_THE PROBLEM_
Go through the records and set each one down exactly, skipping any picture.

_EXTRACTED DATA_
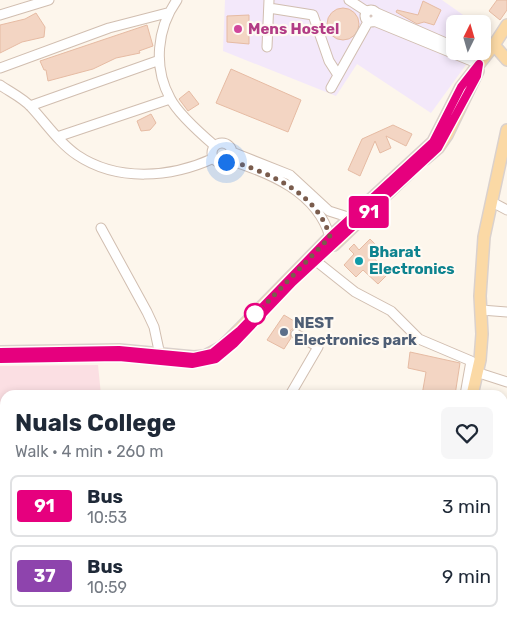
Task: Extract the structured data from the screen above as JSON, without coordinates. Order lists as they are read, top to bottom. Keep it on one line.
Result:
{"places":["Mens Hostel","Bharat Electronics","NEST Electronics park"],"lines":["bus line 91"],"north":"top","page":{"on_map":"91","heading":["Nuals College","Walk · 4 min · 260 m"],"list":[{"mark":"91","name":"Bus","note":"10:53","value":"3 min"},{"mark":"37","name":"Bus","note":"10:59","value":"9 min"}]}}
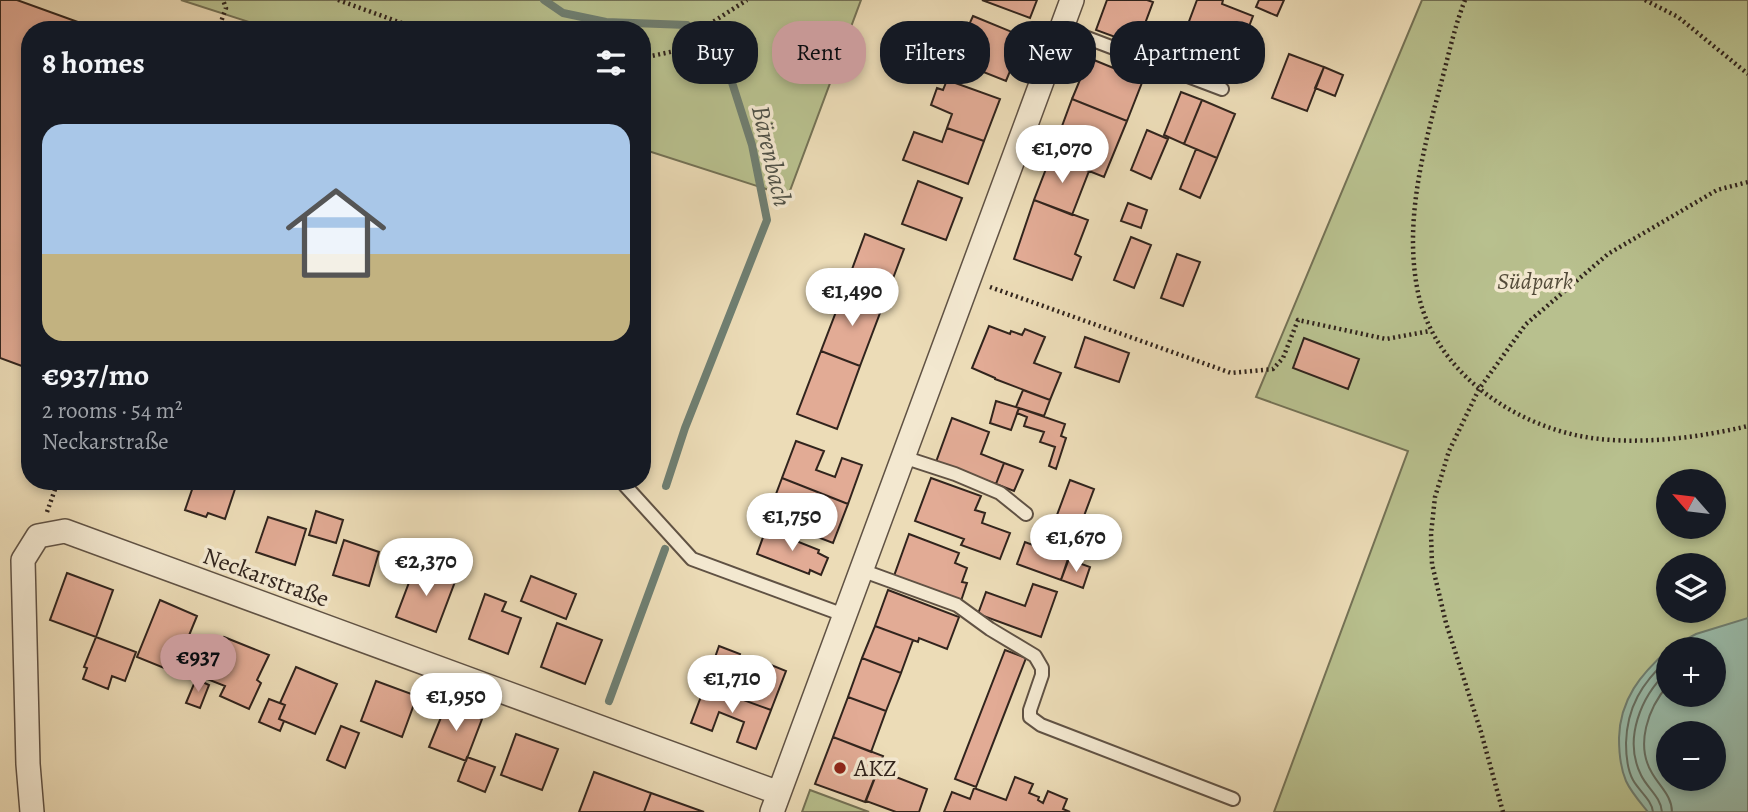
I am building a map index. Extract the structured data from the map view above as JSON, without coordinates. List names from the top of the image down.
{
  "streets": {
    "street": ["Neckarstraße"]
  },
  "water": ["Bärenbach"],
  "parks": ["Südpark"],
  "places": ["AKZ"],
  "north": "top left",
  "page": {
    "chip": [
      "Buy",
      "Rent",
      "Filters",
      "New",
      "Apartment"
    ],
    "heading": "8 homes",
    "list": [
      {
        "name": "€937/mo",
        "note": "2 rooms · 54 m² · Neckarstraße"
      }
    ],
    "price": [
      "€1,070",
      "€1,490",
      "€1,750",
      "€1,670",
      "€2,370",
      "€937",
      "€1,710",
      "€1,950"
    ],
    "map_buttons": ["+", "−"]
  }
}
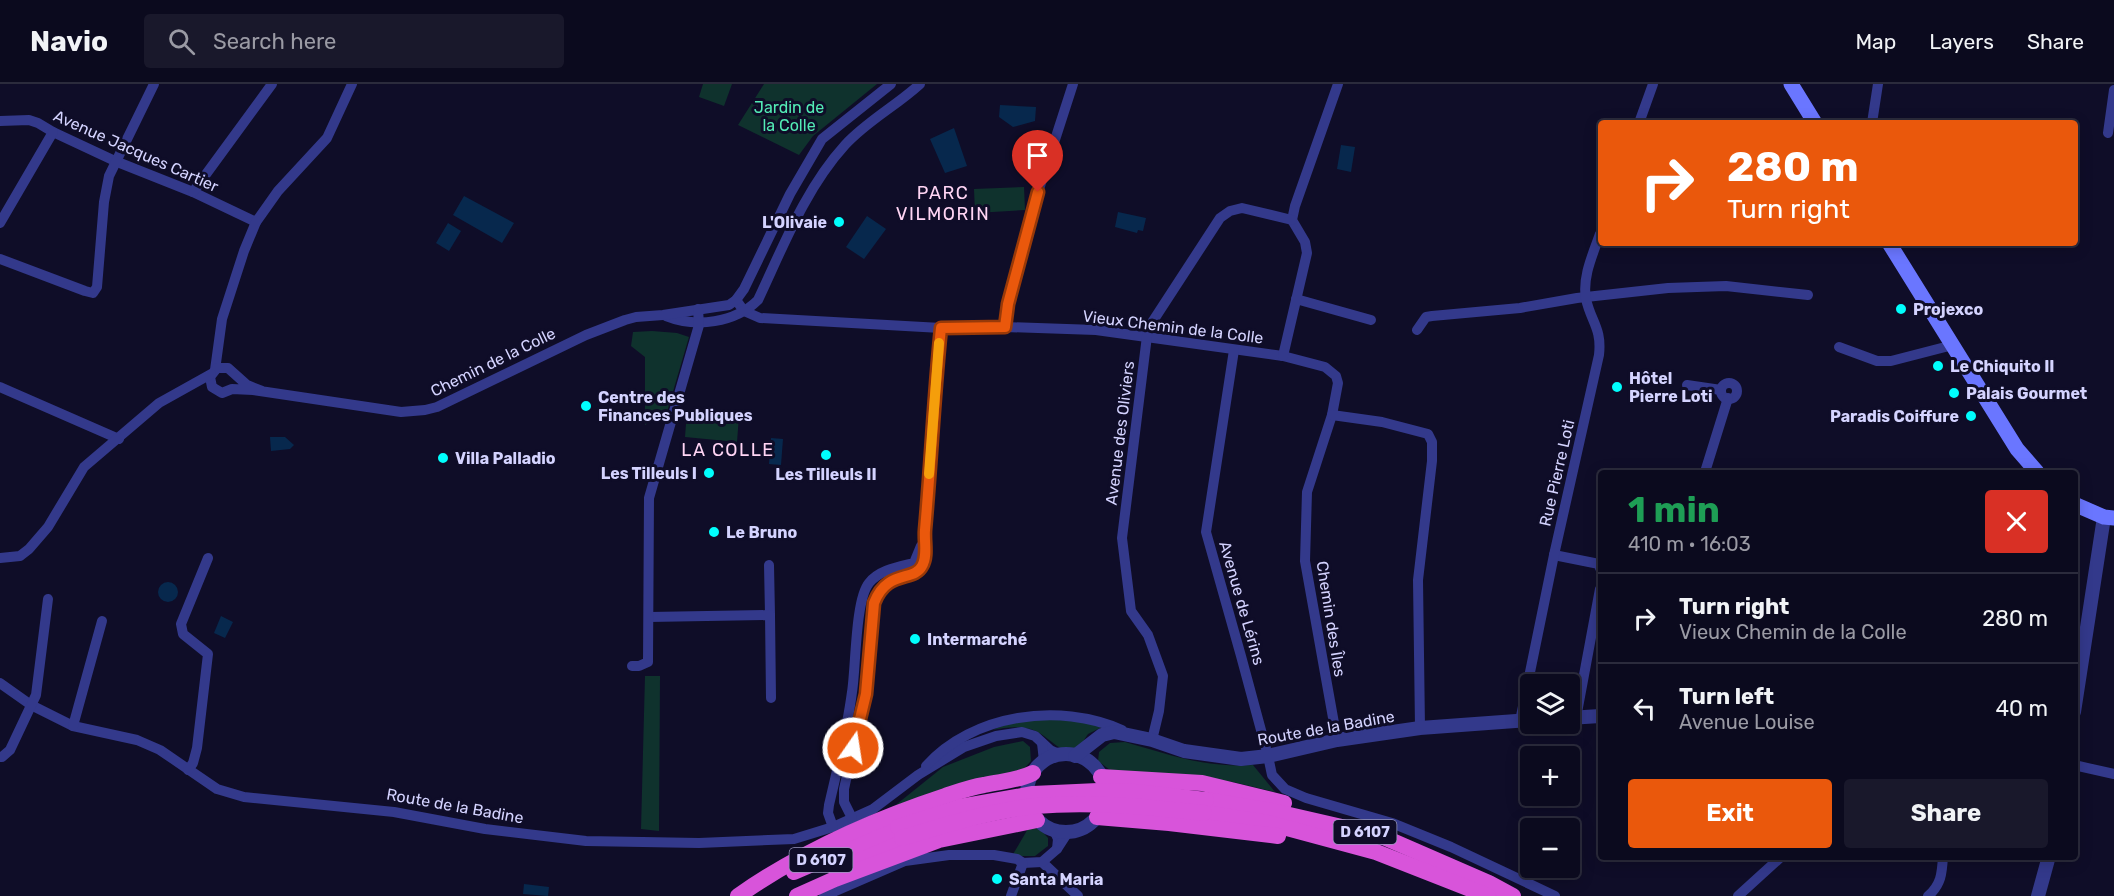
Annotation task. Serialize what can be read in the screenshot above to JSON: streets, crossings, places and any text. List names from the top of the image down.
{
  "streets": {
    "highway": ["D 6107"],
    "street": [
      "Avenue Jacques Cartier",
      "Vieux Chemin de la Colle",
      "Chemin de la Colle",
      "Avenue des Oliviers",
      "Rue Pierre Loti",
      "Avenue de Lérins",
      "Chemin des Îles",
      "Route de la Badine"
    ]
  },
  "crossings": [
    ["Vieux Chemin de la Colle", "Chemin de la Colle"],
    ["Vieux Chemin de la Colle", "Avenue des Oliviers"],
    ["Vieux Chemin de la Colle", "Avenue de Lérins"],
    ["Vieux Chemin de la Colle", "Chemin des Îles"],
    ["Avenue des Oliviers", "Route de la Badine"],
    ["Avenue de Lérins", "Route de la Badine"],
    ["Chemin des Îles", "Route de la Badine"]
  ],
  "districts": ["PARC VILMORIN", "LA COLLE"],
  "parks": ["Jardin de la Colle"],
  "places": [
    "L'Olivaie",
    "Projexco",
    "Le Chiquito II",
    "Hôtel Pierre Loti",
    "Palais Gourmet",
    "Centre des Finances Publiques",
    "Paradis Coiffure",
    "Les Tilleuls II",
    "Villa Palladio",
    "Les Tilleuls I",
    "Le Bruno",
    "Intermarché",
    "Santa Maria"
  ],
  "page": {
    "header": "Navio",
    "search": "Search here",
    "nav": ["Map", "Layers", "Share"],
    "turn": ["280 m", "Turn right"],
    "heading": ["1 min", "410 m · 16:03"],
    "list": [
      {
        "name": "Turn right",
        "note": "Vieux Chemin de la Colle",
        "value": "280 m"
      },
      {
        "name": "Turn left",
        "note": "Avenue Louise",
        "value": "40 m"
      }
    ],
    "map_buttons": ["+", "−"],
    "buttons": ["Exit", "Share"]
  }
}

_SOLUTION_
Task: Extract the structured data from the screen above as JSON, without coordinates. Order lists as they are read, top to bottom. Keep it on one line.
Result:
{"places":["Mens Hostel","Bharat Electronics","NEST Electronics park"],"lines":["bus line 91"],"north":"top","page":{"on_map":"91","heading":["Nuals College","Walk · 4 min · 260 m"],"list":[{"mark":"91","name":"Bus","note":"10:53","value":"3 min"},{"mark":"37","name":"Bus","note":"10:59","value":"9 min"}]}}
I am building a map index. Extract the structured data from the map view above as JSON, without coordinates. List names from the top of the image down.
{
  "streets": {
    "street": ["Neckarstraße"]
  },
  "water": ["Bärenbach"],
  "parks": ["Südpark"],
  "places": ["AKZ"],
  "north": "top left",
  "page": {
    "chip": [
      "Buy",
      "Rent",
      "Filters",
      "New",
      "Apartment"
    ],
    "heading": "8 homes",
    "list": [
      {
        "name": "€937/mo",
        "note": "2 rooms · 54 m² · Neckarstraße"
      }
    ],
    "price": [
      "€1,070",
      "€1,490",
      "€1,750",
      "€1,670",
      "€2,370",
      "€937",
      "€1,710",
      "€1,950"
    ],
    "map_buttons": ["+", "−"]
  }
}
Annotation task. Serialize what can be read in the screenshot above to JSON: streets, crossings, places and any text. List names from the top of the image down.
{
  "streets": {
    "highway": ["D 6107"],
    "street": [
      "Avenue Jacques Cartier",
      "Vieux Chemin de la Colle",
      "Chemin de la Colle",
      "Avenue des Oliviers",
      "Rue Pierre Loti",
      "Avenue de Lérins",
      "Chemin des Îles",
      "Route de la Badine"
    ]
  },
  "crossings": [
    ["Vieux Chemin de la Colle", "Chemin de la Colle"],
    ["Vieux Chemin de la Colle", "Avenue des Oliviers"],
    ["Vieux Chemin de la Colle", "Avenue de Lérins"],
    ["Vieux Chemin de la Colle", "Chemin des Îles"],
    ["Avenue des Oliviers", "Route de la Badine"],
    ["Avenue de Lérins", "Route de la Badine"],
    ["Chemin des Îles", "Route de la Badine"]
  ],
  "districts": ["PARC VILMORIN", "LA COLLE"],
  "parks": ["Jardin de la Colle"],
  "places": [
    "L'Olivaie",
    "Projexco",
    "Le Chiquito II",
    "Hôtel Pierre Loti",
    "Palais Gourmet",
    "Centre des Finances Publiques",
    "Paradis Coiffure",
    "Les Tilleuls II",
    "Villa Palladio",
    "Les Tilleuls I",
    "Le Bruno",
    "Intermarché",
    "Santa Maria"
  ],
  "page": {
    "header": "Navio",
    "search": "Search here",
    "nav": ["Map", "Layers", "Share"],
    "turn": ["280 m", "Turn right"],
    "heading": ["1 min", "410 m · 16:03"],
    "list": [
      {
        "name": "Turn right",
        "note": "Vieux Chemin de la Colle",
        "value": "280 m"
      },
      {
        "name": "Turn left",
        "note": "Avenue Louise",
        "value": "40 m"
      }
    ],
    "map_buttons": ["+", "−"],
    "buttons": ["Exit", "Share"]
  }
}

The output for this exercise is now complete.